多孔性金属錯体に吸着されたアンモニア分子の反応性の理解と制御

研究課題

研究課題/領域番号 19K23648
研究機関東京工業大学

研究代表者

荻原 直希  東京工業大学, 科学技術創成研究院, 研究員 (70848267)

研究期間 (年度) 2019-08-30 – 2021-03-31
キーワード多孔性金属錯体 / 金属ナノ粒子 / 触媒
研究実績の概要

多孔性金属錯体(MOF)は金属イオンと架橋配位子からなる多孔性材料であり、高い分子吸着能を有することが知られる。MOFの特徴としては、金属イオンと架橋配位子の選択・配置の多様性による細孔環境の設計性の高さが挙げられる。この高い設計性を生かして、MOFのナノ細孔のサイズ・化学環境を系統的に変化させることで、分子の吸着挙動、さらにはMOFに吸着されたゲスト分子の性質を精密に制御することができる。そのため、MOF細孔中に存在するゲスト分子の物性研究は盛んであり、MOF中のゲスト分子はバルク状態では実現できない物理的・化学的性質を有することが知られている。しかし、この特異な性質を有するMOF中のゲスト分子自体の化学反応性に関する知見は未だ乏しい。そこで本研究では、MOF中のゲスト分子の化学反応性を調べることを目的とした。
この目的の実現のため、MOFと金属ナノ粒子を複合化するというアプローチを用いた。この複合体において、MOFは反応原料となるゲスト分子を提供し、金属ナノ粒子は反応触媒としての役割を果たす。複合体合成は、金属ナノ粒子存在下でMOF前駆体を反応させ、金属ナノ粒子表面にMOFを被覆することにより行った。
まずゲスト分子として、水分子に着目し、水の活性化が律速となる水性ガスシフト反応をMOF複合体に適用した。これにより、MOF中の水の反応性の理解を試みた。その結果、MOF複合体は既存の担持金属触媒を凌駕する反応性を示した。このように、MOF中の水分子はバルク水より高い反応性を有することを見出した。さらに、MOFを構成する配位子を系統的に変化させて複合体を合成し反応活性を評価したところ、配位子の種類に依存した反応性を有することがわかった。このようにMOFが持つ高い設計性を生かし、細孔の化学環境を合理的にデザインすれば、水分子の化学反応性を系統的に制御可能であることを見出した。

現在までの達成度 (区分)
現在までの達成度 (区分)

1: 当初の計画以上に進展している

理由

当初の計画では初年度はMOFと金属ナノ粒子の複合化により、MOFに吸着されたゲスト分子の反応性を「理解」すること、次年度は反応性を「制御」することを計画していた。
しかし実際のところは、予定よりも研究の進捗が早まり、初年度のうちに、ゲスト分子の反応性の「理解」および「制御」の両方の目標を達成することができた。
以上のことから、当初の計画以上の結果が見込めると考え、計画以上に進展しているとした。

今後の研究の推進方策

今年度は、MOFに吸着されたゲスト分子として水分子に着目し、研究を展開してきた。
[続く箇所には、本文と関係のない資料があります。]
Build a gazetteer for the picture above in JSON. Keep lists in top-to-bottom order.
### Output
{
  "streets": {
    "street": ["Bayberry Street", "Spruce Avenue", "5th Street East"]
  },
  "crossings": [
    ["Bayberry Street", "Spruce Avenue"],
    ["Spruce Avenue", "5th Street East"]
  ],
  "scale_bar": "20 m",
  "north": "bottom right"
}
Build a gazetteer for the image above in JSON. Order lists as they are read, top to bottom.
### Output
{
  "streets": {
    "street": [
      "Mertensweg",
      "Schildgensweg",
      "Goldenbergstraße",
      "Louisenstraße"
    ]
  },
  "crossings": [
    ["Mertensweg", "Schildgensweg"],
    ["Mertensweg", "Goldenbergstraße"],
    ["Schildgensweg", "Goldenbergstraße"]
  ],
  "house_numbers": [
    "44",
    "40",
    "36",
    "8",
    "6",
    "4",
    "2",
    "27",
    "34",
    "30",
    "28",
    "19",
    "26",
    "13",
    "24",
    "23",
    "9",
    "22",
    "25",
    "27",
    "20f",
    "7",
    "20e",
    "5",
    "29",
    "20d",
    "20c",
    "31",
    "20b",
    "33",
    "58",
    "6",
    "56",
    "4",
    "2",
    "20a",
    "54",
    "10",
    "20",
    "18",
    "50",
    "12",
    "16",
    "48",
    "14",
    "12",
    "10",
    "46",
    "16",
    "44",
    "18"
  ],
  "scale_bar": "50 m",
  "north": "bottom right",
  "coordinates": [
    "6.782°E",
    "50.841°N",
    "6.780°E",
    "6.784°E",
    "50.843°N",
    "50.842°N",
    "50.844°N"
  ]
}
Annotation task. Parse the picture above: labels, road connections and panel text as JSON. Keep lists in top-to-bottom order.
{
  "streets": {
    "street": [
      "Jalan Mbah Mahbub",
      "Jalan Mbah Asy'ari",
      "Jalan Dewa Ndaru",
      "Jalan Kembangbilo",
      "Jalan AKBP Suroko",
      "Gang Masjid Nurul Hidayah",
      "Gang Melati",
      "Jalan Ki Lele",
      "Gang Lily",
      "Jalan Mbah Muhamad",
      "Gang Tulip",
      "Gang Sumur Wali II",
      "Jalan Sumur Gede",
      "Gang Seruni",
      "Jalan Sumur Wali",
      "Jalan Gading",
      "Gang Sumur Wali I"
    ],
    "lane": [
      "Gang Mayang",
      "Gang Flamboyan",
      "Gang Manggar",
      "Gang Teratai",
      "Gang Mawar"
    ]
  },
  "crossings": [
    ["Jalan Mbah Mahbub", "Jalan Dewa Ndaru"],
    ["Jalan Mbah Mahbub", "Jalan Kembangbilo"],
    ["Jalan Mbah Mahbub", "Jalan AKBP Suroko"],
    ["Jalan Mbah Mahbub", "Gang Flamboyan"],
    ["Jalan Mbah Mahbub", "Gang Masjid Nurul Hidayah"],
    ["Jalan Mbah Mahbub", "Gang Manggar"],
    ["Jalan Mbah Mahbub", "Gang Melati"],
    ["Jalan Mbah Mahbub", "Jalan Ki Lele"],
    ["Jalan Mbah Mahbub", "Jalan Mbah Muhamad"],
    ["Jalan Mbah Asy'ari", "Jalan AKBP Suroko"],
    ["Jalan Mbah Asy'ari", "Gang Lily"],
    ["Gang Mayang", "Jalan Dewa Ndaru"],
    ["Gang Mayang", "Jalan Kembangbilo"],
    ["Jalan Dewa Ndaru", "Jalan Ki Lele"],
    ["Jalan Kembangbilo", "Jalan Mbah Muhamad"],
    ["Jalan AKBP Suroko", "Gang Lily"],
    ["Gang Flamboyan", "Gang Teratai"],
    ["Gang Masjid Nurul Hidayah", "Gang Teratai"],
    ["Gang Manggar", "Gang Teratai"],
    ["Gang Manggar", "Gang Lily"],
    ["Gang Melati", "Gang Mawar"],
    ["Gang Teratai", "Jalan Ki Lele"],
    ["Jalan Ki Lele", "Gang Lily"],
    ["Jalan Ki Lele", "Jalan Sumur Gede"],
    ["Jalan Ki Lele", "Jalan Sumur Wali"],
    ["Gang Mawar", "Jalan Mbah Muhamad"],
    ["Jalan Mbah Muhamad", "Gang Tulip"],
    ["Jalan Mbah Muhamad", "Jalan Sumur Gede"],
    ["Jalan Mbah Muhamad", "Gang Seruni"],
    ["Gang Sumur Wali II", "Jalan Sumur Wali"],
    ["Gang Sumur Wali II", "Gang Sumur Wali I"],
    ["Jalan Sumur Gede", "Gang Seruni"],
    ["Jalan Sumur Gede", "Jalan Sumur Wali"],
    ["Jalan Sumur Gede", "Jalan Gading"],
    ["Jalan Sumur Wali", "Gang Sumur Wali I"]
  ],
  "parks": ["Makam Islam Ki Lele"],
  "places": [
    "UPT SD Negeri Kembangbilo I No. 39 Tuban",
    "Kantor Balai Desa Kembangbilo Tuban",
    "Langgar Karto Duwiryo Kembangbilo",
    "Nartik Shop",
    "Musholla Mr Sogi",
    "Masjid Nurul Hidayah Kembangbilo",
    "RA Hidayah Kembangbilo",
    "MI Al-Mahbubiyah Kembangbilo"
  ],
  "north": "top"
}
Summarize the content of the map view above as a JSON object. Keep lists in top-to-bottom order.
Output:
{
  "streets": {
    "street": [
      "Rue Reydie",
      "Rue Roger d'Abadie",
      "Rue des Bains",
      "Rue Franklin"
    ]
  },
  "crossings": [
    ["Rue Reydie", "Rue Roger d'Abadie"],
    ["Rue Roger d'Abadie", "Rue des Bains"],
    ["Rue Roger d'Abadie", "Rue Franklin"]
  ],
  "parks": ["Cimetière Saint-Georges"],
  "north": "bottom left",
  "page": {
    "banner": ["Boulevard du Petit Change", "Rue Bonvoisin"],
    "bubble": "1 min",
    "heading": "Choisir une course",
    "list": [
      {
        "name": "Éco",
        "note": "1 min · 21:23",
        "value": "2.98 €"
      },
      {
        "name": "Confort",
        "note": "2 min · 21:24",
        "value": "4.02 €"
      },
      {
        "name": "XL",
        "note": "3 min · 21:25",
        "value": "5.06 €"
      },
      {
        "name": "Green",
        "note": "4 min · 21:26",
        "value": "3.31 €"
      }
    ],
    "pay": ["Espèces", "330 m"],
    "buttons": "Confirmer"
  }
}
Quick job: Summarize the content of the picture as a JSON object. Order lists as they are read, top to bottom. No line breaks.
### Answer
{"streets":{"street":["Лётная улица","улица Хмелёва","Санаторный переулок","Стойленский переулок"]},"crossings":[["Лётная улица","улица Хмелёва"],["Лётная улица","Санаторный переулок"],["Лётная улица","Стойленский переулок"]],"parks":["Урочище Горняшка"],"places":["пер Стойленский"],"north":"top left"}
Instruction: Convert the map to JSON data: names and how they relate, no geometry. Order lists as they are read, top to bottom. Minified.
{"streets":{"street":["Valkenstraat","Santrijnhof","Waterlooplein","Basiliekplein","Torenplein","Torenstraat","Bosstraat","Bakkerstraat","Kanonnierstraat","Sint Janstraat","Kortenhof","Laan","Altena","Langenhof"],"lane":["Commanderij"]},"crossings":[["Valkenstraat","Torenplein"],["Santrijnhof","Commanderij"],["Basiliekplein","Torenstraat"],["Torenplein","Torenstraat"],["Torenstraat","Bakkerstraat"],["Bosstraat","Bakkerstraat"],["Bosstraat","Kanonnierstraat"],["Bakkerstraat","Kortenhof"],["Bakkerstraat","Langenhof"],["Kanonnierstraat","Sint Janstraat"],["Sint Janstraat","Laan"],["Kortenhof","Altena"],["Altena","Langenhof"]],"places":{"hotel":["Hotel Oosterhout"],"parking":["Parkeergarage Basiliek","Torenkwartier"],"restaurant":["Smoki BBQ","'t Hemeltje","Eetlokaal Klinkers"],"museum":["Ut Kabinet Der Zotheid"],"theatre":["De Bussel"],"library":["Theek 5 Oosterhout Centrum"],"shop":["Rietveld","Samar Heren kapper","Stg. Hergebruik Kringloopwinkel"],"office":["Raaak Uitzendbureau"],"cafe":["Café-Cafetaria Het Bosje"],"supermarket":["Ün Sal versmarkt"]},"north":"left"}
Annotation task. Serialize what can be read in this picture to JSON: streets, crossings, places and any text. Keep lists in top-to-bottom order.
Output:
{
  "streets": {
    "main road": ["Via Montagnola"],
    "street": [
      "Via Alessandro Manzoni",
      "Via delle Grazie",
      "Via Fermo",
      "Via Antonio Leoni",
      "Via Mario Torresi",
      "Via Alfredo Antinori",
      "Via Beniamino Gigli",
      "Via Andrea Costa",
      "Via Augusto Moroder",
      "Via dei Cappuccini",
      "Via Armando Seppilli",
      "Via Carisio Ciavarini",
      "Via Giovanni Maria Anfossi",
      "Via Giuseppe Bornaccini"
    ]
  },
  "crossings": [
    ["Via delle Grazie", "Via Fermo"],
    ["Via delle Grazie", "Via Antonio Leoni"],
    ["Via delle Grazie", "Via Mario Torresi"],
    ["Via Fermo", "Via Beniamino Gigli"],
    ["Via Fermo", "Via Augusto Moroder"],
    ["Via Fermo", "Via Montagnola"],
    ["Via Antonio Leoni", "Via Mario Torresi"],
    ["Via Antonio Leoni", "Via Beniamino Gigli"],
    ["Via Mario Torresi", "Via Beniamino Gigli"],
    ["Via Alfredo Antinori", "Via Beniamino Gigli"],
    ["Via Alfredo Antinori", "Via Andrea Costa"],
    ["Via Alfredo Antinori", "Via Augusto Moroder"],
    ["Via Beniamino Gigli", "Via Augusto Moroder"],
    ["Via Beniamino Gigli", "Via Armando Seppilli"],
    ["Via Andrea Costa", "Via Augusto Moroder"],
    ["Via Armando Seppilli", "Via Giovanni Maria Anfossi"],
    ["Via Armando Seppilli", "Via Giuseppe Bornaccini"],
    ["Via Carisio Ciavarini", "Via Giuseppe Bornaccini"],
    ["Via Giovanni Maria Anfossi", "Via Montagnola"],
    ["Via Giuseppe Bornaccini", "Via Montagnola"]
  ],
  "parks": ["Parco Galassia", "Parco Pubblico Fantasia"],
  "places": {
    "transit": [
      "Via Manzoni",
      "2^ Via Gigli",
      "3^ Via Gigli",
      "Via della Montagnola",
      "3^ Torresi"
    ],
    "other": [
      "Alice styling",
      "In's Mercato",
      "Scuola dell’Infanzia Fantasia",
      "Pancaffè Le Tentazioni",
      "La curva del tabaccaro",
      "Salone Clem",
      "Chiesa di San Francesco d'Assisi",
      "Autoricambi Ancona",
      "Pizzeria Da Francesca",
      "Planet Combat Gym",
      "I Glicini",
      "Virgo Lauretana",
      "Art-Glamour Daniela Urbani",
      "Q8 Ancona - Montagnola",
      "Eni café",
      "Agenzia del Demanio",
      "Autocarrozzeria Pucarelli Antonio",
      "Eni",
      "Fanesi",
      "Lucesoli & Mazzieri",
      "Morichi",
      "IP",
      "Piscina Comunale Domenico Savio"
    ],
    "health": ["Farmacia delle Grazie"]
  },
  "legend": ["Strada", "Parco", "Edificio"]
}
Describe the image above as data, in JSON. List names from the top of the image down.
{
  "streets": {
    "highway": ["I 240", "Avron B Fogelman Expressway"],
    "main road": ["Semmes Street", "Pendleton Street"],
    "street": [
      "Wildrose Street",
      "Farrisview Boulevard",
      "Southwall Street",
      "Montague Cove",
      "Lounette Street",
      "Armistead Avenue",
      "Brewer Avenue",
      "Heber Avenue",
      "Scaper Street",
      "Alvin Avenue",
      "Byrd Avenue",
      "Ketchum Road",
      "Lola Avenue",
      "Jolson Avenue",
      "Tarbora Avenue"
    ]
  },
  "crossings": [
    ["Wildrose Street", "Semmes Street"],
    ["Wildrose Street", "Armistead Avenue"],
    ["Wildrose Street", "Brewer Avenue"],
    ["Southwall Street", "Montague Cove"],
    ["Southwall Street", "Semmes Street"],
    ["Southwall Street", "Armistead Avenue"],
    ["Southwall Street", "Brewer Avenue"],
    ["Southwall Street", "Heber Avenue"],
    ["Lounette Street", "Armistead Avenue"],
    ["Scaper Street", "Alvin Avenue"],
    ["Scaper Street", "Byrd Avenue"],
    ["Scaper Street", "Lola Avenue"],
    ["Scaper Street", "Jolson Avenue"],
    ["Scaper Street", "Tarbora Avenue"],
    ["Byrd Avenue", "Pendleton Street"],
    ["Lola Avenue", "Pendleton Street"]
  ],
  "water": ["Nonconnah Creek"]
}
次年度以降は、ゲスト分子として、水分子に加え、アンモニア分子や二酸化炭素分子、さらには、よりサイズの大きな有機分子に着目し、その反応性の理解および制御を進めて行く予定である。これにより、小分子活性の場としてのMOFという学理の発展を目指していく。
また、MOFだけでなく他の多孔性材料に着目し、その吸着分子の反応性の理解と制御も試みたいと考えている。具体的には多孔性材料として、有機ケージや多孔性イオン結晶を用いて、これと金属ナノ粒子を複合化させることにより、そのゲスト分子の化学反応性の理解と制御を目指していきたいと考えている。

  • 研究成果

    (4件)

すべて 2020 2019

すべて 雑誌論文 (3件) (うち国際共著 3件、 査読あり 3件、 オープンアクセス 1件) 学会発表 (1件)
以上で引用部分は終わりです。